No que se refere ao processo de remoção, as propostas da CDHU estão longe de atender às necessidades reais dos moradores. São apenas duas opções: auxílio-aluguel de R$ 800 ou cartas de crédito de até R$ 250 mil para imóveis no centro e R$ 200 mil em outras regiões, com financiamento em 30 anos e parcelas limitadas a 20% da renda familiar. Esses valores, porém, são insuficientes para a aquisição de moradias na área central. As unidades da própria CDHU na região também não suprem a demanda: apenas 100 estão concluídas, 400 em obras e 560 ainda em fase de projeto, com previsão de entrega a partir de dois anos — prazo incompatível com a urgência das famílias.
Enquanto isso, os moradores ficam sujeitos a um subsídio que não garante sua permanência no centro, correndo o risco de serem deslocados para periferias distantes, cortiços ou áreas de risco — o que pode perpetuar o ciclo da informalidade. Em paralelo, os imóveis ofertados, com cerca de 30 m², desconsideram a diversidade dos arranjos familiares e suas necessidades concretas. Soma-se a isso o impacto social da possível remoção de 38 comércios locais — fontes de sustento para diversas famílias — sem qualquer plano eficaz de compensação ou realocação.
A adesão à proposta, que já conta com 513 famílias segundo a CDHU, não pode ser compreendida fora do contexto de pressão e intimidação denunciado por lideranças locais. Embora os números indiquem uma aceitação significativa, moradores relatam que a escolha se dá sob falta de alternativas viáveis e denunciam que foram coagidos sob ameaça de remoção forçada, sem garantia de realocação. Também salientaram que muitos foram induzidos a inflar a renda declarada para se enquadrarem nos critérios mínimos exigidos pelo programa. Há relatos de funcionários que orientaram moradores endividados ou sem comprovação de renda a fraudar informações, residir temporariamente com parentes e usar o auxílio para quitar dívidas. A própria cláusula contratual, porém, pune a falsificação de dados com ação penal e exclusão do programa, escancarando a contradição entre discurso e prática.
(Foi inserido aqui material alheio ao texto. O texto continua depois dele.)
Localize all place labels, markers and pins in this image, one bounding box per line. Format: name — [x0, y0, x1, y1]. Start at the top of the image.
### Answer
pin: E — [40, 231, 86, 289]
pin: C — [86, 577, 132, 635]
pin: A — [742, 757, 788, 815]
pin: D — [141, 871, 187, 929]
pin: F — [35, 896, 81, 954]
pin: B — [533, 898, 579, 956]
Dados levantados pela própria CDHU expõem a vulnerabilidade local: 47% dos residentes trabalham na informalidade, 61% delas sobrevivem com até dois salários-mínimos, 25,5% recebem menos de um salário e 3,6% não têm renda. Nessa lógica, exigir que famílias destinem 20% da renda mensal ao financiamento habitacional inviabiliza a manutenção digna de quem vive com um salário mínimo — na Favela do Moinho, a média é de apenas 1,2 salário por domicílio. Essa cobrança empurra muitas famílias à inadimplência e, por fim, ao retorno a moradias precárias ou mesmo às ruas.
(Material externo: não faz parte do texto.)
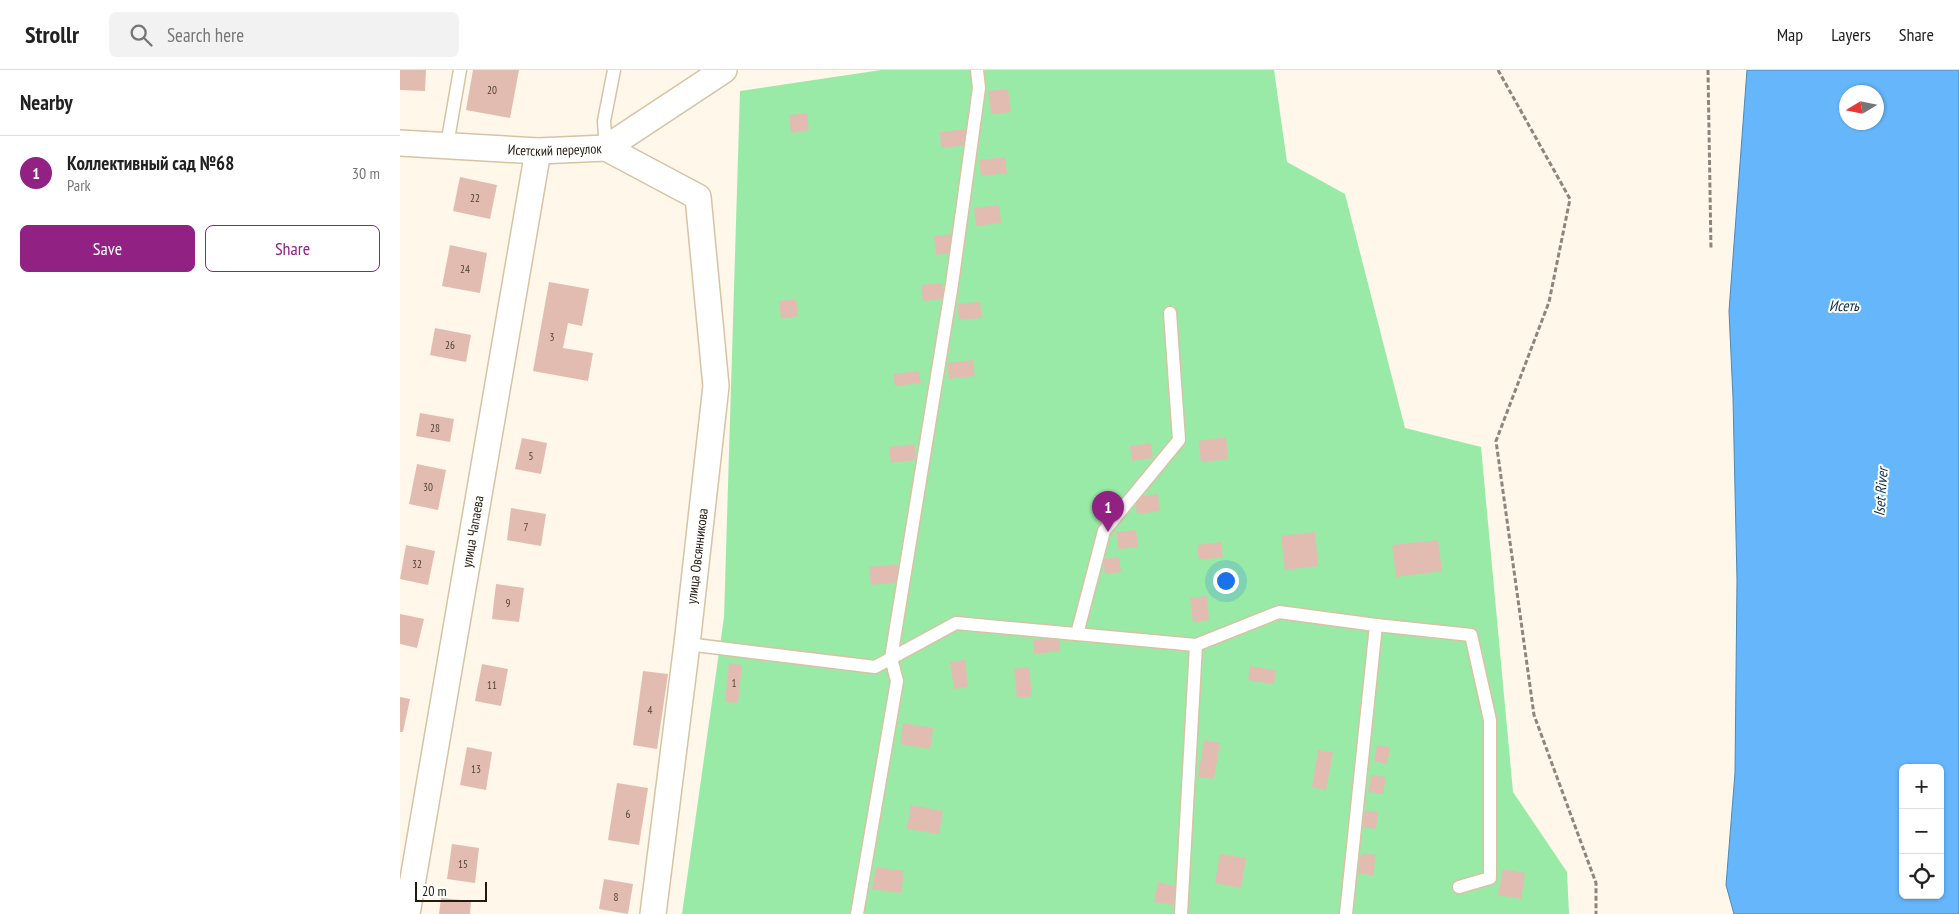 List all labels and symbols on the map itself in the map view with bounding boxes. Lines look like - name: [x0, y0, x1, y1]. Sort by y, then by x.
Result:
- house number: 20: [487, 83, 497, 97]
- north arrow: [1839, 85, 1884, 130]
- street label: Исетский переулок: [507, 139, 603, 160]
- house number: 22: [470, 191, 480, 205]
- house number: 24: [460, 262, 470, 276]
- water label: Исеть: [1829, 296, 1860, 315]
- house number: 3: [550, 330, 555, 344]
- house number: 26: [445, 338, 455, 352]
- house number: 28: [430, 421, 440, 435]
- house number: 5: [529, 449, 534, 463]
- water label: Iset River: [1869, 465, 1892, 517]
- house number: 30: [423, 480, 433, 494]
- pin: 1: [1092, 491, 1124, 532]
- street label: улица Чапаева: [458, 494, 488, 569]
- street label: улица Овсянникова: [682, 507, 712, 605]
- house number: 7: [524, 520, 529, 534]
- house number: 32: [412, 557, 422, 571]
- your location: [1213, 568, 1239, 594]
- house number: 9: [506, 596, 511, 610]
- house number: 1: [732, 676, 737, 690]
- house number: 11: [487, 678, 497, 692]
- house number: 4: [648, 703, 653, 717]
- house number: 13: [471, 762, 481, 776]
- house number: 6: [626, 807, 631, 821]
- house number: 15: [458, 857, 468, 871]
- scale bar: [415, 879, 488, 902]
- house number: 8: [614, 890, 619, 904]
Em março de 2025, ainda antes do encerramento do prazo para contrapropostas e sem a transferência oficial do terreno, a CDHU condicionou a inclusão dos moradores no programa habitacional à aceitação imediata de seus termos, valendo‑se de presença policial, desinformação e intimidações. Essa estratégia viola as diretrizes da SPU, que atrelou a cessão da área à aprovação de um plano de reassentamento com moradias dignas no centro, e desrespeita o ofício da Defensoria Pública. Esta última exigiu a regularização do contrato com a União, a concessão de subsídio integral (Portaria 1.248/23) às famílias mais vulneráveis e declarou nulos os acordos que ignoram as cláusulas pactuadas com a associação local e a cessão de posse. Ainda assim, o governo estadual ameaça iniciar as remoções em abril – sem formalizar a transferência nem apresentar propostas compatíveis –, pressionando as famílias a aceitarem soluções insuficientes e ferindo direitos patrimoniais e à moradia.
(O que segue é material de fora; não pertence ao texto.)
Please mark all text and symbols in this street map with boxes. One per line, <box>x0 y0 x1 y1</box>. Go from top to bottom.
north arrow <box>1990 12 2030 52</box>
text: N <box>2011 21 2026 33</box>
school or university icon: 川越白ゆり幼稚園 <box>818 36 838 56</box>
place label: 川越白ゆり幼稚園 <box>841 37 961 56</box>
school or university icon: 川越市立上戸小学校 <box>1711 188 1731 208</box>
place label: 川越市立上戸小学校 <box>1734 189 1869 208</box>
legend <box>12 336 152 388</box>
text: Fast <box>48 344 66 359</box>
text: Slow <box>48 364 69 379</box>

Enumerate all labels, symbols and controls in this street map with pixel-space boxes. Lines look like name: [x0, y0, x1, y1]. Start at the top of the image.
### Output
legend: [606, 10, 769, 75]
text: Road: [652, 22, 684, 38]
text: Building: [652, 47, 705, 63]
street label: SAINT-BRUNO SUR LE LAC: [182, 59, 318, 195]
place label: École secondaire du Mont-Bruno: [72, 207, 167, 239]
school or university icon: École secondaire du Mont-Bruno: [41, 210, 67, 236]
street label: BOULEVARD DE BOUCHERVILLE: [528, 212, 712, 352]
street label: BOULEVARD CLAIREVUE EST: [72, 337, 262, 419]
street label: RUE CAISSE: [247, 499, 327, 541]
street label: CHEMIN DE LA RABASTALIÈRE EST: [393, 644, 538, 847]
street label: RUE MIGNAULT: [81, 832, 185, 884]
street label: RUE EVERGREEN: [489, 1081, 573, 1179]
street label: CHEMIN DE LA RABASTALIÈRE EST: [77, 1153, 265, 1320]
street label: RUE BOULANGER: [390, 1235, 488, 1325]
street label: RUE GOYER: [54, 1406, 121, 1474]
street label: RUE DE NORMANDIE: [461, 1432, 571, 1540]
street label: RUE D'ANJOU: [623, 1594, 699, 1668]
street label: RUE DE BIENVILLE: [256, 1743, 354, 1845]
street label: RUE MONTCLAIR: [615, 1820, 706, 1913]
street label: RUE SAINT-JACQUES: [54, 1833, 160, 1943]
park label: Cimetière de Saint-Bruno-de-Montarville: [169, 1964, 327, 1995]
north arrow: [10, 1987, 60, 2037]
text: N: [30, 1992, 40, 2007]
Diante das ameaças de remoção, a Associação de Moradores da Favela do Moinho, em articulação com redes de apoio, passou a exigir soluções habitacionais urgentes e compatíveis com a realidade local, dando início a uma série de mobilizações. Na terça-feira, 15 de abril, moradores, apoiadores e militantes do PCBR se reuniram na comunidade e marcharam até a Câmara de Vereadores, pressionando o legislativo municipal a acolher suas reivindicações e a rejeitar o projeto do governo Tarcísio. O PCBR, que atua politicamente no território desde meados do ano de 2023, esteve presente em todo o processo, sempre em contato com a Associação de Moradores e com os movimentos que orbitam essa luta.
No dia seguinte, 16 de abril, a tensão aumentou: dez viaturas da Polícia Militar e uma equipe da Companhia de Engenharia de Tráfego invadiram a favela e removeram os cones que bloqueiam o acesso principal — ação interpretada como medida coercitiva. A operação contou com sobrevoos constantes de helicópteros e presença ostensiva da ROTA, que cercou as residências de lideranças comunitárias em uma prática descrita por testemunhas como intimidação sistemática, reforçando o clima de medo e insegurança entre os moradores.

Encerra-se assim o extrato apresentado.